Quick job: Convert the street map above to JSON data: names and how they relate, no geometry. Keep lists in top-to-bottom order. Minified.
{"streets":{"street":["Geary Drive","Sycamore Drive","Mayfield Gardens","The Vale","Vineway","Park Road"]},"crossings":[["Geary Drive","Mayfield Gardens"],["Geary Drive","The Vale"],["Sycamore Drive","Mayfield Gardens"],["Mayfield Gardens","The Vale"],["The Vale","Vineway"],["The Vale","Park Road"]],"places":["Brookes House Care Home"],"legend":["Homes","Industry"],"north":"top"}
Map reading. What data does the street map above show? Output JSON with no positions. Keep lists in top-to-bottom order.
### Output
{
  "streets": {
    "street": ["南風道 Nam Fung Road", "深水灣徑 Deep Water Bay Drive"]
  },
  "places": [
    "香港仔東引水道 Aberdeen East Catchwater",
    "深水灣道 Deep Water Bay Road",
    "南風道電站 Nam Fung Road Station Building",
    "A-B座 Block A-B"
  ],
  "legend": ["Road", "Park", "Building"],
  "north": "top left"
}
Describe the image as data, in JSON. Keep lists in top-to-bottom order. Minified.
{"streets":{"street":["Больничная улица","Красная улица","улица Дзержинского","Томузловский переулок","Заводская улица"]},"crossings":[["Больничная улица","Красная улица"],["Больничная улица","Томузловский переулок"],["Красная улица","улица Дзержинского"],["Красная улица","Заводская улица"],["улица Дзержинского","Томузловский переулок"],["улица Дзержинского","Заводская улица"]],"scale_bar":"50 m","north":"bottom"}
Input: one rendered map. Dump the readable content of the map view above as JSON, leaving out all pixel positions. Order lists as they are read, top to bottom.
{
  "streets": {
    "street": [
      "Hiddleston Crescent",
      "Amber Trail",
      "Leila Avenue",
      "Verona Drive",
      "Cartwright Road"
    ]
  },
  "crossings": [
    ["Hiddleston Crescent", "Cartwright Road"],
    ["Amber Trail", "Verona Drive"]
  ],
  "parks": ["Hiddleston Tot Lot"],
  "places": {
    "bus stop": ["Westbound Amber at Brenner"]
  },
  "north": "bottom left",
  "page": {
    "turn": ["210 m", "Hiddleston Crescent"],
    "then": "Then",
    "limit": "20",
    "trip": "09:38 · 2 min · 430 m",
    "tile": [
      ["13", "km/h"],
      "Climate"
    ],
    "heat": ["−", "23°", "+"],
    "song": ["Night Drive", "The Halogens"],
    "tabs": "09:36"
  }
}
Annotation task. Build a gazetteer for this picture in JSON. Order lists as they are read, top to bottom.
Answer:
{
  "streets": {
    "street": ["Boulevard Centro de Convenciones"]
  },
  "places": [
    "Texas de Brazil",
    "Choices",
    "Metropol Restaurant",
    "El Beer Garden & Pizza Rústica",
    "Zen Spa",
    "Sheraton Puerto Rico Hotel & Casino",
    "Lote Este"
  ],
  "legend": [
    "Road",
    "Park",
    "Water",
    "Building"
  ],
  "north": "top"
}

=== Exercise ===
The material shown above must be written out again in full, exactly as it reads.

=== Task solution ===
Quick job: Convert the street map above to JSON data: names and how they relate, no geometry. Keep lists in top-to-bottom order. Minified.
{"streets":{"street":["Geary Drive","Sycamore Drive","Mayfield Gardens","The Vale","Vineway","Park Road"]},"crossings":[["Geary Drive","Mayfield Gardens"],["Geary Drive","The Vale"],["Sycamore Drive","Mayfield Gardens"],["Mayfield Gardens","The Vale"],["The Vale","Vineway"],["The Vale","Park Road"]],"places":["Brookes House Care Home"],"legend":["Homes","Industry"],"north":"top"}
Map reading. What data does the street map above show? Output JSON with no positions. Keep lists in top-to-bottom order.
### Output
{
  "streets": {
    "street": ["南風道 Nam Fung Road", "深水灣徑 Deep Water Bay Drive"]
  },
  "places": [
    "香港仔東引水道 Aberdeen East Catchwater",
    "深水灣道 Deep Water Bay Road",
    "南風道電站 Nam Fung Road Station Building",
    "A-B座 Block A-B"
  ],
  "legend": ["Road", "Park", "Building"],
  "north": "top left"
}
Describe the image as data, in JSON. Keep lists in top-to-bottom order. Minified.
{"streets":{"street":["Больничная улица","Красная улица","улица Дзержинского","Томузловский переулок","Заводская улица"]},"crossings":[["Больничная улица","Красная улица"],["Больничная улица","Томузловский переулок"],["Красная улица","улица Дзержинского"],["Красная улица","Заводская улица"],["улица Дзержинского","Томузловский переулок"],["улица Дзержинского","Заводская улица"]],"scale_bar":"50 m","north":"bottom"}
Input: one rendered map. Dump the readable content of the map view above as JSON, leaving out all pixel positions. Order lists as they are read, top to bottom.
{
  "streets": {
    "street": [
      "Hiddleston Crescent",
      "Amber Trail",
      "Leila Avenue",
      "Verona Drive",
      "Cartwright Road"
    ]
  },
  "crossings": [
    ["Hiddleston Crescent", "Cartwright Road"],
    ["Amber Trail", "Verona Drive"]
  ],
  "parks": ["Hiddleston Tot Lot"],
  "places": {
    "bus stop": ["Westbound Amber at Brenner"]
  },
  "north": "bottom left",
  "page": {
    "turn": ["210 m", "Hiddleston Crescent"],
    "then": "Then",
    "limit": "20",
    "trip": "09:38 · 2 min · 430 m",
    "tile": [
      ["13", "km/h"],
      "Climate"
    ],
    "heat": ["−", "23°", "+"],
    "song": ["Night Drive", "The Halogens"],
    "tabs": "09:36"
  }
}
Annotation task. Build a gazetteer for this picture in JSON. Order lists as they are read, top to bottom.
Answer:
{
  "streets": {
    "street": ["Boulevard Centro de Convenciones"]
  },
  "places": [
    "Texas de Brazil",
    "Choices",
    "Metropol Restaurant",
    "El Beer Garden & Pizza Rústica",
    "Zen Spa",
    "Sheraton Puerto Rico Hotel & Casino",
    "Lote Este"
  ],
  "legend": [
    "Road",
    "Park",
    "Water",
    "Building"
  ],
  "north": "top"
}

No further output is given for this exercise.